Print the listing below exactly, minus its pictures.

[[ Recorded data open ]]

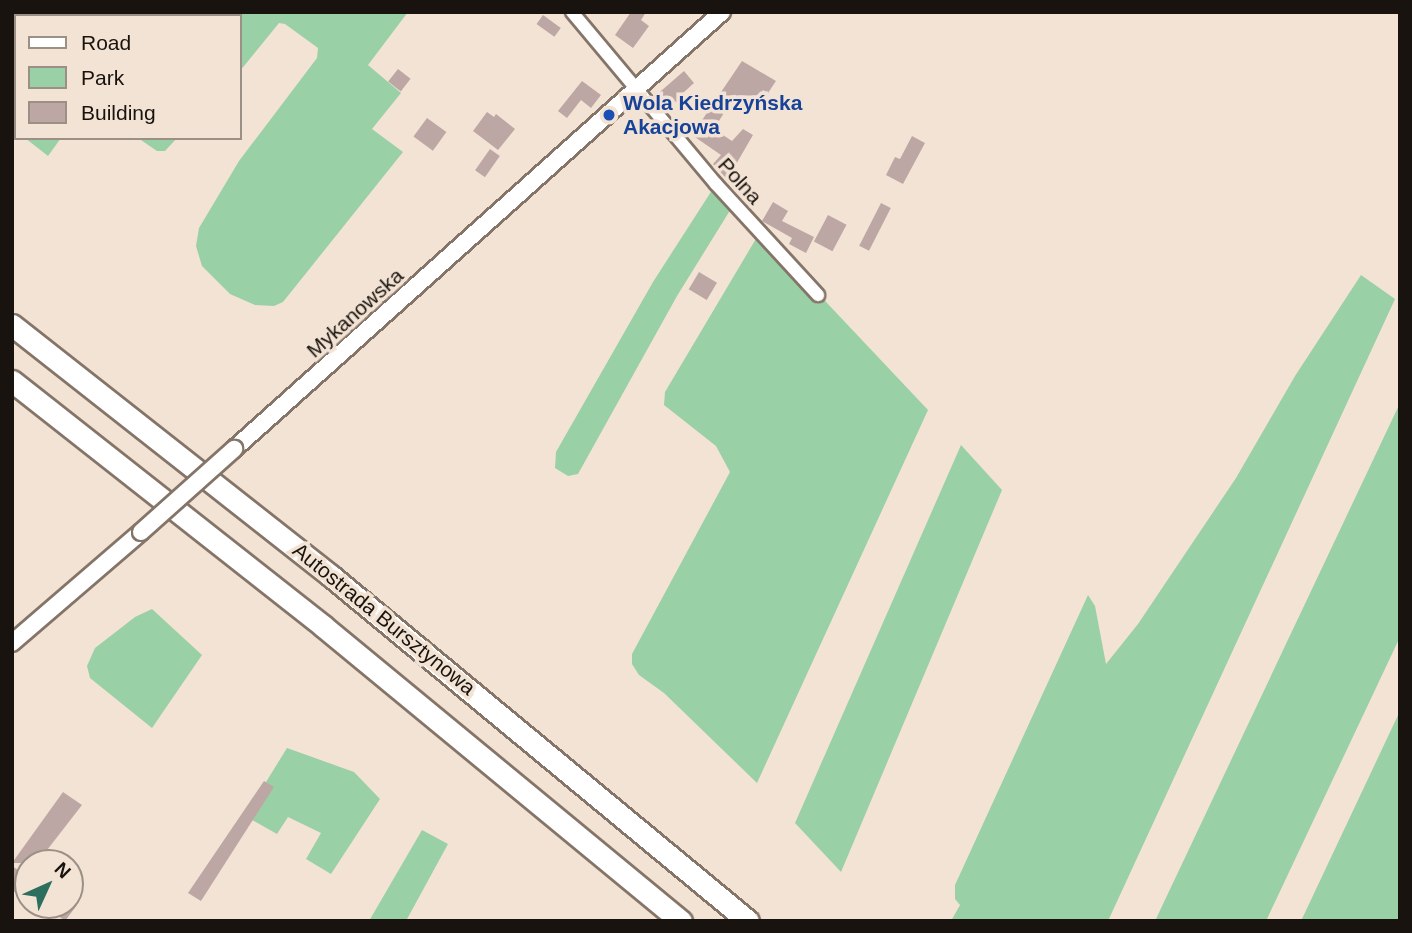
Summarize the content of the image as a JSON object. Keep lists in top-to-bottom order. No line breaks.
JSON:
{"streets":{"highway":["Autostrada Bursztynowa"],"main road":["Mykanowska"],"street":["Polna"]},"crossings":[["Polna","Mykanowska"]],"places":["Wola Kiedrzyńska Akacjowa"],"legend":["Road","Park","Building"],"north":"top right"}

[[ Recorded data closed ]]

→ **Task result**:
Summarize the content of the image as a JSON object. Keep lists in top-to-bottom order. No line breaks.
JSON:
{"streets":{"highway":["Autostrada Bursztynowa"],"main road":["Mykanowska"],"street":["Polna"]},"crossings":[["Polna","Mykanowska"]],"places":["Wola Kiedrzyńska Akacjowa"],"legend":["Road","Park","Building"],"north":"top right"}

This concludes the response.